* _Exercise description_
How many of the lines below contain "даңғылы"? Reply with only that figure.

* _Task material_
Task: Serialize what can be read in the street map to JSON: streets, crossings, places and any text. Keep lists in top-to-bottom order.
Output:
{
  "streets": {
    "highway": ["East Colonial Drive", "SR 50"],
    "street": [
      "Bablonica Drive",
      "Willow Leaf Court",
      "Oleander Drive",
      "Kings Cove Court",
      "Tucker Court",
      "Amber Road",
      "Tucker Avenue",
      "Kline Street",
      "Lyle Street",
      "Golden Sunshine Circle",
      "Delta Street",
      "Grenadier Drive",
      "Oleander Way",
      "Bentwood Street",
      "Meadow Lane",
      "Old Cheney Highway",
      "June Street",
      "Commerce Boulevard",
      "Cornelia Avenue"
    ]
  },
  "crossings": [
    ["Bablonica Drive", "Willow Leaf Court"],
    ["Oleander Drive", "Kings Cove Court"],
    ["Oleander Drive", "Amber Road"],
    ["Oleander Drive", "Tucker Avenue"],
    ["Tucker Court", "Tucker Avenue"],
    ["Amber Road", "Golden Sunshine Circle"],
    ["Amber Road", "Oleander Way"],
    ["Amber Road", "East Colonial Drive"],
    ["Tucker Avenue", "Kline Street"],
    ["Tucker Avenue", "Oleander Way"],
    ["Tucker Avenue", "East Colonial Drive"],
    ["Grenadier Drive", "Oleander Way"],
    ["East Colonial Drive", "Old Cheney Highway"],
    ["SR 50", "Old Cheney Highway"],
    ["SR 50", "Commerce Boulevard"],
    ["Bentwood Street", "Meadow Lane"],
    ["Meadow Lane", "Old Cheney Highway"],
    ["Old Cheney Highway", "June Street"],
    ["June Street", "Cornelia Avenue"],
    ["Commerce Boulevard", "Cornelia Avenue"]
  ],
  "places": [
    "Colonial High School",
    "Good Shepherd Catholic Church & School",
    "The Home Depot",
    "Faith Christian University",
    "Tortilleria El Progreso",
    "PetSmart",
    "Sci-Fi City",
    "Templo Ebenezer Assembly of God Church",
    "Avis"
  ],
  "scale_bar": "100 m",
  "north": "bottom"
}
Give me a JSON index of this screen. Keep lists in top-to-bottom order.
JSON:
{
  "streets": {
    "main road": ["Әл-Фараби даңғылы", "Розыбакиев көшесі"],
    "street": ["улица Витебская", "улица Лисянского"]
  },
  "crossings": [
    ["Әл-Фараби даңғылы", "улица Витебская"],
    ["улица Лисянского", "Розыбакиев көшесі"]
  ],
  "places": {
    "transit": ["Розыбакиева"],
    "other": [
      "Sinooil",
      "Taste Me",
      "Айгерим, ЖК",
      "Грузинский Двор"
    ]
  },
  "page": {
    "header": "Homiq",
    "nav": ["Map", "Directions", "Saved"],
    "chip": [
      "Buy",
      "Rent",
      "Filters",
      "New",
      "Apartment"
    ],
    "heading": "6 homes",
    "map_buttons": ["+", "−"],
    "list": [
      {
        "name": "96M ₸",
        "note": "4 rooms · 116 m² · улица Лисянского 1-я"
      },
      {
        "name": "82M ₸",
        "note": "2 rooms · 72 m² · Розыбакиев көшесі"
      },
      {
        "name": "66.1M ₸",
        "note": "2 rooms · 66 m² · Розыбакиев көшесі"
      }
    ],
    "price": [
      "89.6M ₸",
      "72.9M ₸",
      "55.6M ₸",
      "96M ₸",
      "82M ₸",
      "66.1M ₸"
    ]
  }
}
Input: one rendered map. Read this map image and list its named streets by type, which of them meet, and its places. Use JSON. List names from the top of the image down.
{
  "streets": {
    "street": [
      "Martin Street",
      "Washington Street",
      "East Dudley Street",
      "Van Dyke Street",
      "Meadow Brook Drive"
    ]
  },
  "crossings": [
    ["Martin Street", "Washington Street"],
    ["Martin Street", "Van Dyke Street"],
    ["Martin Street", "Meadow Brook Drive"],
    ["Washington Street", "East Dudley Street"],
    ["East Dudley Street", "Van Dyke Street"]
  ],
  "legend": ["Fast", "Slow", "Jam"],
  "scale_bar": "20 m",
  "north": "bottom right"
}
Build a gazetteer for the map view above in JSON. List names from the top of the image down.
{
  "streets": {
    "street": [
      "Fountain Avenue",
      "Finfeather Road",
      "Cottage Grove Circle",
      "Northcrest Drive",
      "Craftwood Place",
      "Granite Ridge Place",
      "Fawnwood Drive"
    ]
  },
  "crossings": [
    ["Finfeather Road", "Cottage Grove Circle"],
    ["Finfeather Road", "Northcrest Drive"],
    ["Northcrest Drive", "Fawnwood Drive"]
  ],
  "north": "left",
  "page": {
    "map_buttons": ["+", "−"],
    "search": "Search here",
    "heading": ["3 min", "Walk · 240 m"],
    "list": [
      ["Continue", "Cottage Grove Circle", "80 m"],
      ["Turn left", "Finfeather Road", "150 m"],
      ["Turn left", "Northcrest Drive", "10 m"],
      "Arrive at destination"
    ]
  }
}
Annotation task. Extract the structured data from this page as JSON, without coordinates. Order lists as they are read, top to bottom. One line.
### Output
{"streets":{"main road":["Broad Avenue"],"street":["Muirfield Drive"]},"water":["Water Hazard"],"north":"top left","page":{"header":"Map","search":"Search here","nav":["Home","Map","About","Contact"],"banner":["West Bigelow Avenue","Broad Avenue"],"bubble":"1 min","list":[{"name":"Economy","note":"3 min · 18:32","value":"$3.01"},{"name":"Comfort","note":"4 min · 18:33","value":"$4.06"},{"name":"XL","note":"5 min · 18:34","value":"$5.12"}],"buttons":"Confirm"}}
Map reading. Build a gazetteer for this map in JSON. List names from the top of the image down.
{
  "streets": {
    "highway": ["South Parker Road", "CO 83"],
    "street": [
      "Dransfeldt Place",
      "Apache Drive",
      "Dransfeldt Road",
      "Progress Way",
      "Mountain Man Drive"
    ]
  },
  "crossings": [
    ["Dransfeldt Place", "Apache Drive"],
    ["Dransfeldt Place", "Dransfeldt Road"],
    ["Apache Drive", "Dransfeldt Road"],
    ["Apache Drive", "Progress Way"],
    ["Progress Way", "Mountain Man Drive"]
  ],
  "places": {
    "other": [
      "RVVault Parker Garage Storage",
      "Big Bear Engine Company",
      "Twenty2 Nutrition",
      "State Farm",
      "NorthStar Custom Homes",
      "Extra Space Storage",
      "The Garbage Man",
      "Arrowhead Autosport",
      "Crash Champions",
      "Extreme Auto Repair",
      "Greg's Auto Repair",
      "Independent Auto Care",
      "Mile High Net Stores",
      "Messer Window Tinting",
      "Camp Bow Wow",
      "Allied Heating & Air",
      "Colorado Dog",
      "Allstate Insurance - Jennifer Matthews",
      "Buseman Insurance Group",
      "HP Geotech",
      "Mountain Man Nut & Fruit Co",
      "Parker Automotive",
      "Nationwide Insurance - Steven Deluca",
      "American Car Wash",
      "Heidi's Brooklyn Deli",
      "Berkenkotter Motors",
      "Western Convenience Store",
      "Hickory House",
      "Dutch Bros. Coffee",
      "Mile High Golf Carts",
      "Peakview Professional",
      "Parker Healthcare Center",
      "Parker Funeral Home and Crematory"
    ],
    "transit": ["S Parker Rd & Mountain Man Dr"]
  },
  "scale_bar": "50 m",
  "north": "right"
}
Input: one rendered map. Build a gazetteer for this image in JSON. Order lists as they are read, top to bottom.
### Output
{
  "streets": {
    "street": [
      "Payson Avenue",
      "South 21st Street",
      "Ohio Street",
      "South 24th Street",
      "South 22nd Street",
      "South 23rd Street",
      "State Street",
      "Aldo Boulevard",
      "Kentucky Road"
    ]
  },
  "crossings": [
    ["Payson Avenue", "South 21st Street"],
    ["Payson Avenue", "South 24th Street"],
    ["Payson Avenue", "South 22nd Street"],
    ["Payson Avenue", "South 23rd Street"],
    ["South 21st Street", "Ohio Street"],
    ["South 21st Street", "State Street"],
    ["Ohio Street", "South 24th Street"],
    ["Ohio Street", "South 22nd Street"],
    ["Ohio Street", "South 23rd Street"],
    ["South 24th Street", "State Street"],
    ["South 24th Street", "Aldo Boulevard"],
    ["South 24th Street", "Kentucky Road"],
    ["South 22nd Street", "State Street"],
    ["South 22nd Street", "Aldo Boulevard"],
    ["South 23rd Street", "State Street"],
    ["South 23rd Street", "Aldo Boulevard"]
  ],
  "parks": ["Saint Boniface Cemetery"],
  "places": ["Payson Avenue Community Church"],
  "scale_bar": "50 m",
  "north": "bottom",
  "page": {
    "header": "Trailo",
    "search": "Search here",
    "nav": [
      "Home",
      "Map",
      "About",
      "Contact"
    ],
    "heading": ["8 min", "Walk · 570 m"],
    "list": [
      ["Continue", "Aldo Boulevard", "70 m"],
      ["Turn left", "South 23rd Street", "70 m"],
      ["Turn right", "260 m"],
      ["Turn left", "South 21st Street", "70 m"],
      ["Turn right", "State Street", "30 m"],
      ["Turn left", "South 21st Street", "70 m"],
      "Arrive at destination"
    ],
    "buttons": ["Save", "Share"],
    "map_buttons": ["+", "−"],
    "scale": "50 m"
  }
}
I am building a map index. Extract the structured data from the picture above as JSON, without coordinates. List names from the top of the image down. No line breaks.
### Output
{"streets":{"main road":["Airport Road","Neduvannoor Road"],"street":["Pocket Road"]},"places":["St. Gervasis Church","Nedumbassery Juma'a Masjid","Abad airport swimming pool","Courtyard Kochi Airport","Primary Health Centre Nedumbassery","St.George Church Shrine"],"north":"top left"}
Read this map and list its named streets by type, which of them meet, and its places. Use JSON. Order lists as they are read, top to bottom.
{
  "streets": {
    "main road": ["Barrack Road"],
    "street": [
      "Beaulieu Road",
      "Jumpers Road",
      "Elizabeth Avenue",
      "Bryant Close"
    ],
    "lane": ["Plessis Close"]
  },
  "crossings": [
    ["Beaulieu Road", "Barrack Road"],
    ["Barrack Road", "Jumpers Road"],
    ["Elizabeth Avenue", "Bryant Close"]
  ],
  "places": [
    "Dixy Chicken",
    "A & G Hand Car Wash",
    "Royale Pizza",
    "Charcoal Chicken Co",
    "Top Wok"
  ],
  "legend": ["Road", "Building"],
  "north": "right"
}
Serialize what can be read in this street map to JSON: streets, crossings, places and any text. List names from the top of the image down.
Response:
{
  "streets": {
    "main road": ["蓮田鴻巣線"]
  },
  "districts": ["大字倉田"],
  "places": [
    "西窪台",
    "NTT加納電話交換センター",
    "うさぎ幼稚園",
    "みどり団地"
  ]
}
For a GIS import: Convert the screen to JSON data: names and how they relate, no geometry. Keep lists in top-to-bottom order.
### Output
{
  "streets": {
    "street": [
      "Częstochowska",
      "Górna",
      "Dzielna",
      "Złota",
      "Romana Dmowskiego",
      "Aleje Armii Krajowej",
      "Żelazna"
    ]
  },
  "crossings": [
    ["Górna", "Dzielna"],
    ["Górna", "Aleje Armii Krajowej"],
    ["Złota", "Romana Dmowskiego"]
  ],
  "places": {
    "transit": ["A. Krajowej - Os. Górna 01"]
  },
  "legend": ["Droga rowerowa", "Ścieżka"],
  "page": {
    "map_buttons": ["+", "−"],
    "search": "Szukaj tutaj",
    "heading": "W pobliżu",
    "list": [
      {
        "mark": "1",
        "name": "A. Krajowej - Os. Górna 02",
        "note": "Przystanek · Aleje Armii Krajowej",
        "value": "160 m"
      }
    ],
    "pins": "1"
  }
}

* _Written response_
2